最後に、作品で奈美にいちばんに声をかけたリーダーの芹香のように、自分の人生を変えてくれたと感じる人について聞くと、
「是枝裕和監督に会うと運気が上がるんです。煮詰まっているときに必ず監督とのお仕事があって、終わると“う〜ん”っていうのがなくなって、次のお仕事がいろいろ決まり始める。すごい不思議。歩くパワースポットです。
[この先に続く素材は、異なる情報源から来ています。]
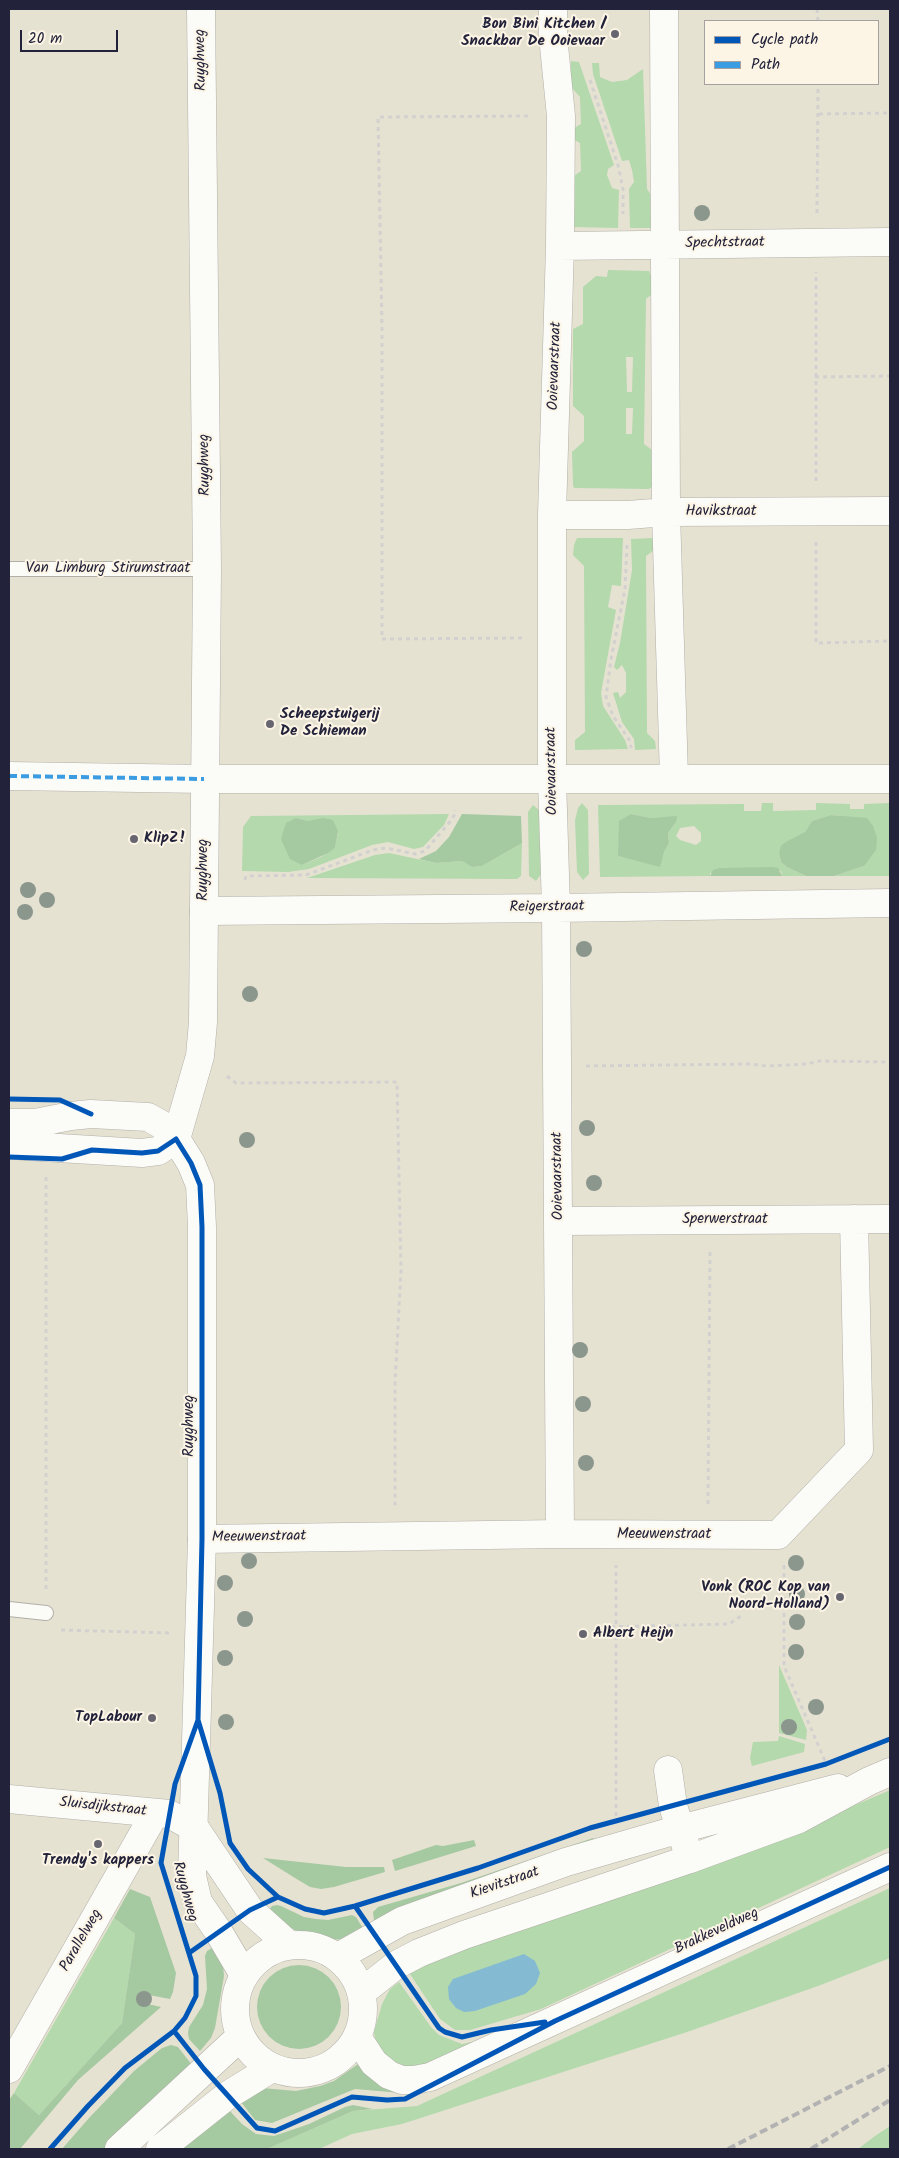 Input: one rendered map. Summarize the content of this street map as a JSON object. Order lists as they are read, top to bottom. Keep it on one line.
{"streets":{"street":["Ruyghweg","Spechtstraat","Ooievaarstraat","Havikstraat","Reigerstraat","Sperwerstraat","Meeuwenstraat","Sluisdijkstraat","Kievitstraat","Brakkeveldweg","Parallelweg"],"lane":["Van Limburg Stirumstraat"]},"crossings":[["Ruyghweg","Van Limburg Stirumstraat"],["Ruyghweg","Reigerstraat"],["Ruyghweg","Meeuwenstraat"],["Ruyghweg","Sluisdijkstraat"],["Ruyghweg","Kievitstraat"],["Ruyghweg","Brakkeveldweg"],["Spechtstraat","Ooievaarstraat"],["Ooievaarstraat","Havikstraat"],["Ooievaarstraat","Reigerstraat"],["Ooievaarstraat","Sperwerstraat"],["Ooievaarstraat","Meeuwenstraat"],["Sluisdijkstraat","Parallelweg"],["Kievitstraat","Brakkeveldweg"]],"places":["Bon Bini Kitchen / Snackbar De Ooievaar","Scheepstuigerij De Schieman","KlipZ!","Vonk (ROC Kop van Noord-Holland)","Albert Heijn","TopLabour","Trendy's kappers"],"legend":["Cycle path","Path"],"scale_bar":"20 m"}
あの女優さん素敵だなとか、このお芝居いいな、いつかできるようになりたいなとは思うけど、今すぐみたいな気持ちはまだなくて。今は、目の前のこと、目の前のことという感覚なんだと思います。吸収できないくらいすごい共演者、監督、作品と巡りあってきました。その出会う運だけは、強い自信があります。本当に、そこだけはありがたいなって思っています」
原作を超えたおでん屋のシーン
「大根監督から「原作を超えた」と唯一、言われたシーンです。奈々役のエラちゃん(池田エライザ)とのシーンで、なんであんなに涙を流したのか自分でもわからなくて。奈々と仲よくなった後のシーンも同じタイミングで撮っていたので、自分の中で感情がうまく作れなくて……。エラちゃんがボロボロ泣くから、それにつられて、なんでこっちまで泣いてるの? って、不思議な気持ちのまま撮影が終わりました。今思えば、その戸惑いがよかったのかもしれません」
20年後の奈美役、篠原涼子との共演
「ずっと『アンフェア』を見ていたので、役柄そのまま、すごくクールで強い女性のイメージだったんです。でも、ご本人はすごく可愛らしく、フワフワした方で。なんか包まれる感じというか、私にしか感じられないものがありました。実は、共演させていただいたシーンを撮ったとき、朝ドラ『なつぞら』(来年4月スタート)をやることが決まったと聞いた直後だったんです。「えーっ!?」みたいな、いろいろな感情が自分の中にありすぎて、それが出て涙に変わって、1日中ずっと泣いていた記憶があります」
20歳の恋
「映画で、奈美は片思いをしています。恋愛って、憧れます。今まで好きになった人がいなかったわけじゃないですが、する暇がなかったです。仲よくなった共演者のみんなと、ごはんに行って恋愛の話もします。みんな忙しいから(彼氏が)いないんです。だから、ラブストーリーの映画を見て満足するんです。私たちには、まだ早いねって言いながら(笑)」
<作品情報>
映画『SUNNY 強い気持ち・強い愛』
8月31日全国ロードショー
夫と娘を支える専業主婦の奈美(篠原涼子)が、高校時代の仲よしグループ・サニーのメンバー芹香(板谷由夏)と再会する。末期がんで余命1か月と宣告された芹香の願いを叶えるために、サニーのメンバーを探し始める奈美。かつての仲間は、再び集結できるのか。